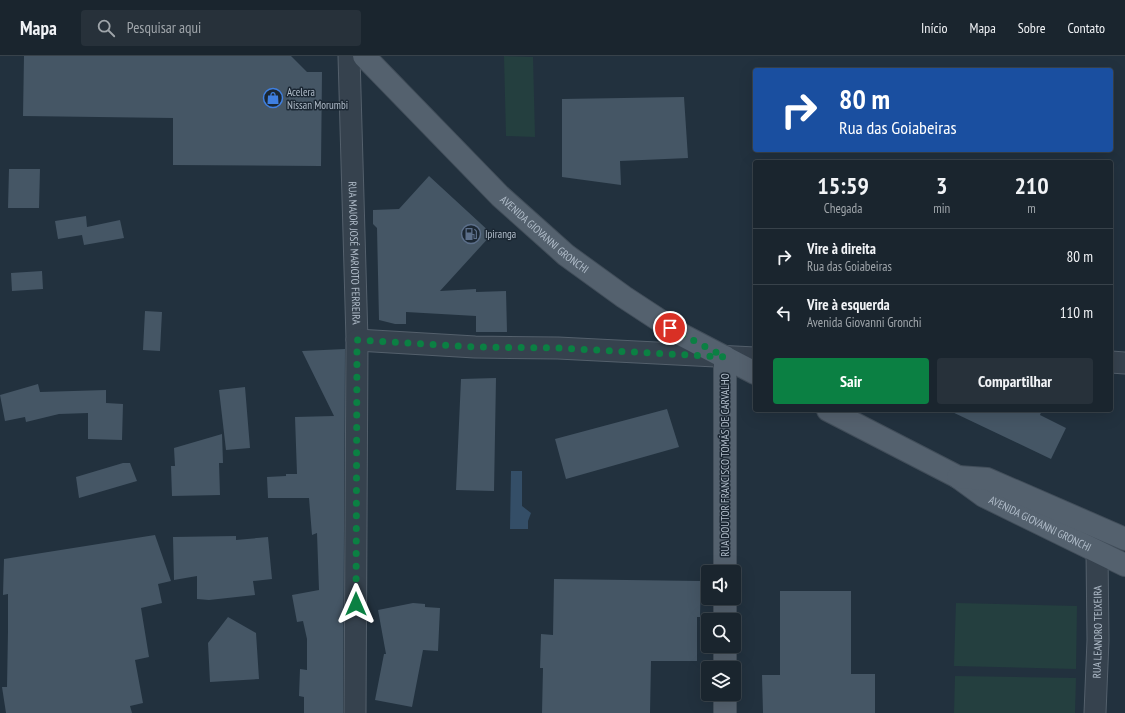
<!DOCTYPE html>
<html lang="pt">
<head>
<meta charset="utf-8">
<style>
	body { margin:0; font-family:"PT Sans Narrow",sans-serif; background:#27313a; color:#f1f3f6; height:100vh; display:flex; flex-direction:column; font-size:15px; white-space:nowrap }
	* { box-sizing:border-box; margin:0 }
	p { font-size:13px; color:#9fa5aa }
	.icon { flex:none; width:22px; height:22px; fill:none; stroke:currentColor; stroke-width:2; stroke-linecap:round; stroke-linejoin:round }
	.map { position:relative; flex:1; overflow:hidden }
	.side { position:absolute; left:753px; top:104px; width:360px; height:252px; display:flex; flex-direction:column; background:#1a252e; border-radius:4px; box-shadow:0 4px 16px #0002,0 0 0 1px #38424a }
	.side>* { flex:none }
	.hud { position:absolute; left:753px; top:12px; width:360px; height:84px; border-radius:4px; box-shadow:0 4px 16px #0002,0 0 0 1px #38424a; background:#1a4fa0; color:#fff; overflow:hidden }
	.controls { position:absolute; left:701px; top:509px; display:grid; gap:8px }
	.controls a { display:grid; place-items:center; width:40px; height:40px; border-radius:4px; background:#1a252e; box-shadow:0 4px 16px #0002,0 0 0 1px #38424a; font-size:20px }
	.pin { position:absolute; display:grid; place-items:center; width:34px; height:34px; color:#fff; margin:-17px; border:2px solid #fff; border-radius:50%; box-shadow:0 1px 4px #0007 }
	.me { position:absolute; width:44px; margin:-22px; rotate:0deg; stroke-linejoin:round; filter:drop-shadow(0 0 3px #0008) }
	.turn { display:flex; align-items:center; gap:14px; height:84px; padding:0 20px; font-size:18px }
	.turn .icon { width:52px; height:52px; stroke-width:2.5 }
	.turn b { display:block; font-size:28px; line-height:34px }
	.eta { display:flex; justify-content:space-evenly; align-items:center; height:68px; text-align:center }
	.eta b { font-size:24px; font-weight:700; line-height:28px }
	.cta { display:flex; gap:8px; margin-top:auto; padding:8px 20px }
	.cta a { flex:1; height:46px; border-radius:4px; background:#0b8043; color:#fff; font-size:16px; font-weight:700; line-height:46px; text-align:center }
	.cta a+a { background:#27313a; color:#f1f3f6 }
	ul { padding:0; list-style:none }
	li { display:flex; align-items:center; gap:12px; height:56px; padding:0 20px; border-top:1px solid #38424a }
	li div { flex:1 }
	li b { display:block; font-size:15px }
	li em { font-style:normal }
	header { display:flex; align-items:center; gap:24px; box-sizing:border-box; height:56px; padding:0 20px; background:#1a252e; border-bottom:1px solid #38424a }
	header strong { font-size:19px }
	nav { display:flex; gap:22px; margin-inline-start:auto; font-size:14px }
	.search { width:280px; height:36px; background:#27313a; display:flex; align-items:center; gap:10px; box-sizing:border-box; padding:0 14px; border-radius:4px; color:#9fa5aa; font-size:15px }
	.map>svg:first-child { display:block }
	.green { fill:#243f3f }
	.water { fill:#344e67 }
	.building { fill:#455665 }
	.lines { fill:none; stroke-linecap:round; stroke-linejoin:round }
	.street-casing { stroke:#54606c; stroke-width:23 }
	.primary-casing { stroke:#424e5a; stroke-width:24 }
	.street { stroke:#36424e; stroke-width:21 }
	.primary { stroke:#54616e; stroke-width:22 }
	.route { stroke:#0b8043; stroke-width:7; stroke-dasharray:0 12.6 }
	.labels { text-anchor:middle; stroke-width:3; stroke-linejoin:round; paint-order:stroke }
	.poi-label { font-size:11px; fill:#b1bdca; stroke:#1b2733; text-anchor:start }
	.street-label { font-size:11px; fill:#b1bdca; stroke:#1b2733 }
</style>
</head>
<body>
<header>
<strong>Mapa</strong>
<div class="search"><svg class="icon" aria-label="search" viewBox="0 0 24 24"><circle cx="10" cy="10" r="6"/><path d="M15 15l6 6"/></svg>Pesquisar aqui</div>
<nav><a>Início</a><a>Mapa</a><a>Sobre</a><a>Contato</a></nav>
</header>
<div class="map">
<svg width="1125" height="657" viewBox="0 0 1125 657">
	<rect width="100%" height="100%" fill="#22313e"/>
	<!-- green -->
	<path class="green" d="M504,0L533,1L535,81L506,80Z
		M956,547L1077,550L1076,613L954,610Z
		M955,620L1076,622L1075,657H954Z"/>
	<!-- water -->
	<path class="water" d="M511,415H522V450L531,457L528,465V473H510Z"/>
	<!-- building -->
	<path class="building" d="M24,0H291L307,16H322L321,110L173,109V62L23,60Z
		M684,41L688,102L620,105L621,129L562,121V43Z
		M9,113H40L39,152H8Z
		M429,120L492,178L440,235L476,233V236L506,235L507,276H476V260L406,256V268H395L379,264L377,172L373,168V154L399,153Z
		M86,160L87,171L120,164L124,182L84,189L82,179L58,183L55,165Z
		M42,215L43,233L12,235L11,217Z
		M145,255L162,256L160,295L143,294Z
		M345,293L343,657H304V641L299,640L300,613L307,614V583L303,565L297,566L292,539L319,534L317,477L312,479L309,442H268L267,421L286,420V418H297L295,361L334,360L302,295Z
		M496,322L494,435L456,434L461,323Z
		M38,328L40,336L106,334V347L123,348L122,384L88,383V357L59,358L26,366L25,361L5,365L0,339Z
		M245,331L250,392L226,394L219,334Z
		M667,353L679,391L566,423L555,383Z
		M948,354H1042L1040,359L1066,372L1051,403Z
		M222,378L223,407H219L220,439L172,440L171,410H175L174,392Z
		M123,407H130L137,425L79,442L76,421Z
		M155,479L171,525L158,528L162,547L141,552L149,601L135,604L143,647L130,650L132,657H6L2,631H7L8,575V538L3,539L4,503Z
		M236,480V484L268,481L272,523L253,525L255,539L209,544L197,543V520L174,524L173,481Z
		M554,523L701,525L700,561H697V605H651L650,657H542L543,612H540L541,578L553,579Z
		M780,535H851V618H875V657H763L762,619H780Z
		M413,547L425,548V551L440,552L438,595L423,594L412,651L375,644L384,598H386L378,554Z
		M228,561L256,577L259,623L210,626L208,587Z"/>
	<g class="lines">
		<defs>
			<g id="street">
				<path id="s1" d="M349,0L357,284L355,657"/>
				<path d="M357,284L475,291L558,292L755,302"/>
				<path d="M1111,306L1125,307"/>
				<path id="s2" d="M1095,657L1098,584L1097,496"/>
			</g>
			<g id="primary">
				<path id="s3" d="M364,0L500,140L566,199L624,241L682,279L755,317"/>
				<path id="s4" d="M828,354L958,421L984,440L1125,509"/>
				<path d="M958,421L987,423L1125,483"/>
				<path d="M725,516V301"/>
				<path d="M725,564V542"/>
				<path d="M725,612V590"/>
				<path d="M725,657V638"/>
			</g>
		</defs>
		<!-- street casing -->
		<use href="#street" class="street-casing"/>
		<!-- primary casing -->
		<use href="#primary" class="primary-casing"/>
		<!-- street -->
		<use href="#street" class="street"/>
		<!-- primary -->
		<use href="#primary" class="primary"/>
	</g>
	<g class="lines">
		<!-- route -->
		<path class="route" d="M356,548L357,284L474,291L558,292L725,301L670,272"/>
	</g>
	<!-- icons -->
	<defs>
		<symbol id="shop-ring" viewBox="-11 -11 22 22"><circle r="9.5" fill="#1b2733" stroke="#3f7fe0" stroke-width="1.5"/><path d="M-5-2.5h2.3a2.7 3.5 0 0 1 5.4 0H5L5.5 6h-11ZM-1.5-2.5h3a1.5 2.3 0 0 0-3 0Z" fill="#3f7fe0"/></symbol>
		<symbol id="fuel-ring" viewBox="-11 -11 22 22"><circle r="9.5" fill="#1b2733" stroke="#5c6f8a" stroke-width="1.5"/><path d="M-5.5-6h7V0h2V4h1.3V-2.5L3-4.5l.8-.8L6-3V5H2.5V1h-1V6h-7ZM-4.2-4.7v3.2H.2V-4.7Z" fill="#5c6f8a"/></symbol>
	</defs>
	<g fill-rule="evenodd">
		<use href="#shop-ring" x="262" y="31" width="22" height="22"/>
		<use href="#fuel-ring" x="460" y="167" width="22" height="22"/>
	</g>
	<g class="labels">
		<!-- poi labels -->
		<g class="poi-label">
			<text x="287" y="40">Acelera<tspan x="287" dy="13">Nissan Morumbi</tspan></text>
			<text x="485" y="182">Ipiranga</text>
		</g>
		<!-- street labels -->
		<g class="street-label">
			<text dy="4" stroke="none"><textPath href="#s3" startOffset="254">AVENIDA GIOVANNI GRONCHI</textPath></text>
			<text dy="4" stroke="none"><textPath href="#s1" startOffset="197">RUA MAJOR JOSÉ MARIOTO FERREIRA</textPath></text>
			<text transform="translate(725 409) rotate(-90)" y="4">RUA DOUTOR FRANCISCO TOMÁS DE CARVALHO</text>
			<text dy="4" stroke="none"><textPath href="#s4" startOffset="241">AVENIDA GIOVANNI GRONCHI</textPath></text>
			<text dy="4" stroke="none"><textPath href="#s2" startOffset="81">RUA LEANDRO TEIXEIRA</textPath></text>
		</g>
	</g>
</svg>
<div class="controls">
<a><svg class="icon" aria-label="sound" viewBox="0 0 24 24"><path d="M4 9h4l5-4v14l-5-4H4zM17 9q2 3 0 6"/></svg></a>
<a><svg class="icon" aria-label="search" viewBox="0 0 24 24"><circle cx="10" cy="10" r="6"/><path d="M15 15l6 6"/></svg></a>
<a><svg class="icon" aria-label="layers" viewBox="0 0 24 24"><path d="M12 4l9 5-9 5-9-5zM3 14l9 5 9-5"/></svg></a>
</div>
<div class="pin" style="left:670px;top:272px;background:#d93025"><svg class="icon" aria-label="arrive" viewBox="0 0 24 24"><path d="M6 21V4h12l-3 4 3 4H6"/></svg></div>
<svg class="me" style="left:356px;top:548px" viewBox="-20 -20 40 40"><path d="M0-17L14 15 0 8-14 15z" fill="#0b8043" stroke="#fff" stroke-width="4"/></svg>
<div class="hud">
<div class="turn"><svg class="icon" aria-label="right" viewBox="0 0 24 24"><path d="M7 20v-9h11M14 6l5 5-5 5"/></svg><div><b>80 m</b>Rua das Goiabeiras</div></div>
</div>
<section class="side">
<div class="eta">
<div><b>15:59</b><p>Chegada</p></div>
<div><b>3</b><p>min</p></div>
<div><b>210</b><p>m</p></div>
</div>
<ul>
<li><svg class="icon" aria-label="right" viewBox="0 0 24 24"><path d="M7 20v-9h11M14 6l5 5-5 5"/></svg><div><b>Vire à direita</b><p>Rua das Goiabeiras</p></div><em>80 m</em></li>
<li><svg class="icon" aria-label="left" viewBox="0 0 24 24"><path d="M17 20v-9H6M10 6l-5 5 5 5"/></svg><div><b>Vire à esquerda</b><p>Avenida Giovanni Gronchi</p></div><em>110 m</em></li>
</ul>
<div class="cta"><a>Sair</a><a>Compartilhar</a></div>
</section>
</div>
</body>
</html>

Exercise aim: Once each line with "Goiabeiras" in the entries is counted, state the total and nothing else.

Answer to this problem: 2